Tyminski will release Southern Gothic October 20 on Mercury Records Nashville. All 13 tracks on the album were co-written by Tyminski who describes the album as holding up a mirror to society without judgment or opinions. What started out as songwriting for other artists, resulted in the 14-time Grammy winner finding himself jealous to surrender the songs he was once writing and realizing that he had an opportunity to explore these songs within his own project.
The Rutland, Vermont native is among the premier vocalists in modern acoustic music. As a child, he was once drawn to Southern singers including Jimmy Martin, Ricky Skaggs and Tony Rice and found himself not only mimicking their southern singing voices but also teaching himself how to play banjo by ear. A 25-year member of Alison Krauss’ Union Station, he is also the singing voice of George Clooney’s character in the film O Brother, Where Art Thou? for which he won two Grammy Awards including Best Country Collaboration with Vocals for the single “I Am A Man of Constant Sorrow” and Album of the Year for the soundtrack which sold over 10 million copies around the world.

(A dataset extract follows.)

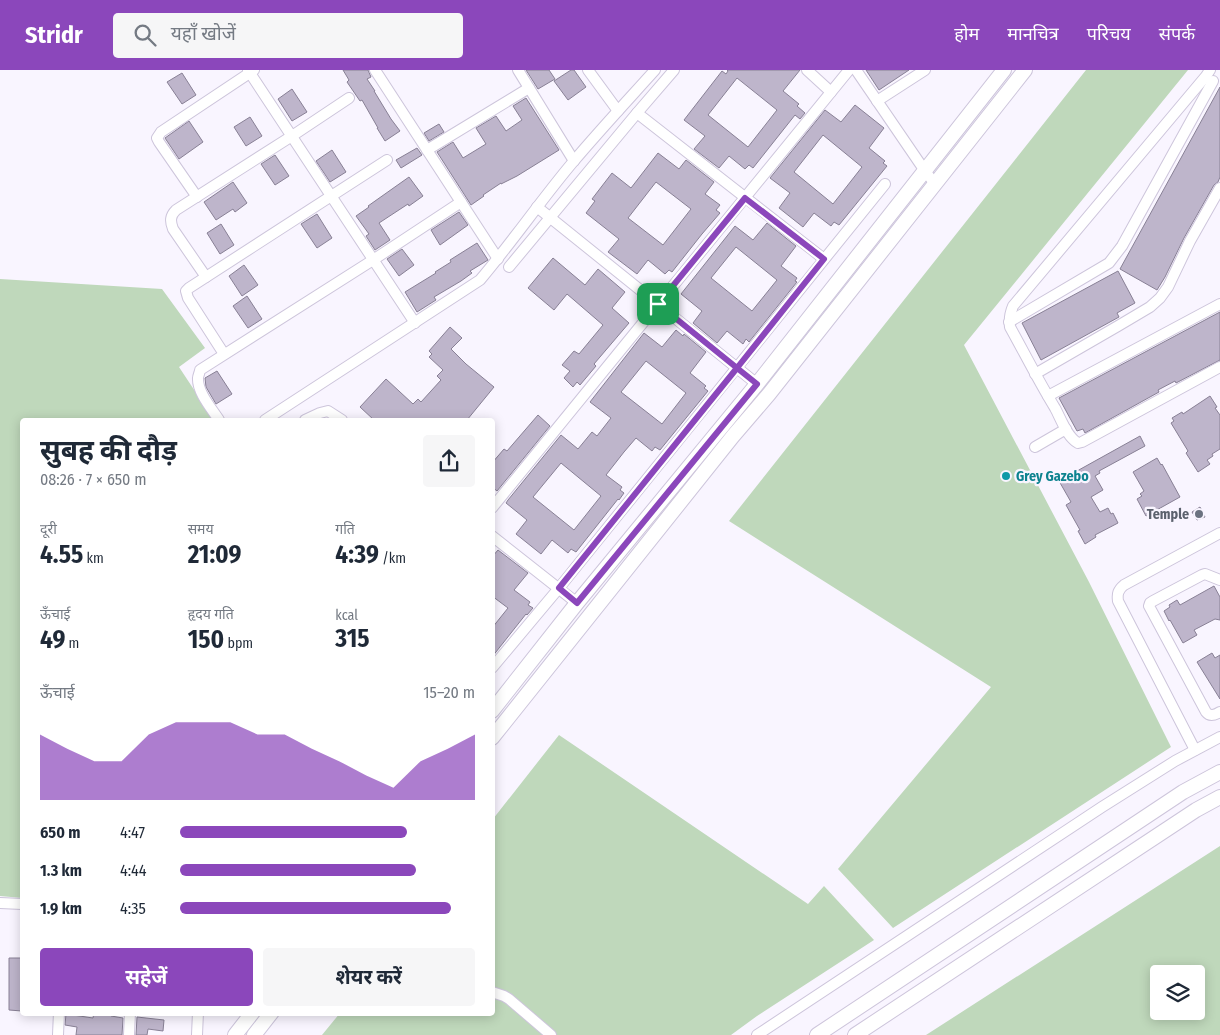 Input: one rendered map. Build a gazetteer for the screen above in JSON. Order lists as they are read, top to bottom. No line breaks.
{"places":["Grey Gazebo","Temple"],"page":{"header":"Stridr","search":"यहाँ खोजें","nav":["होम","मानचित्र","परिचय","संपर्क"],"heading":["सुबह की दौड़","08:26 · 7 × 650 m"],"stats":[["दूरी","4.55 km"],["समय","21:09"],["गति","4:39 /km"],["ऊँचाई","49 m"],["हृदय गति","150 bpm"],["kcal","315"]],"chart":["ऊँचाई","15–20 m"],"list":[{"name":"650 m","note":"4:47"},{"name":"1.3 km","note":"4:44"},{"name":"1.9 km","note":"4:35"}],"buttons":["सहेजें","शेयर करें"]}}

In 2014 after lending his vocals to Avicii’s international pop hit “Hey Brother,” which went #1 in at least 18 countries and has global streams of over 1.1 billion and downloads of 5.3 million, Tyminski began to realize that he could fit outside of his acoustic music box. Working with producer Jesse Frasure (Thomas Rhett, Lauren Alaina) and top songwriters including Sarah Buxton (“Stupid Boy”), Josh Kear (“Need You Now”), Cary Barlowe (“American Honey”), Andrew Dorff (“Neon Light”) and Amy Wadge (“Thinking Out Loud”), Tyminski has crafted an American quilt of music that may be a melding of genres and in which the symbolism of light and dark seem to at all times be at odds.
“I feel that the light and dark in this record are really my journey, my personal journey in life,” explains Tyminski. “I think we all feel that whisper from each side of your shoulder, someone saying, ‘yeah do it,’ or ‘no don’t do it.’ I have an enormous struggle with that in my life, but it’s something that I’m aware of. I try to ensure that I have in mind what the right voice is. I don’t make quick decisions because light and dark, in my opinion, can ceaselessly look very similar.”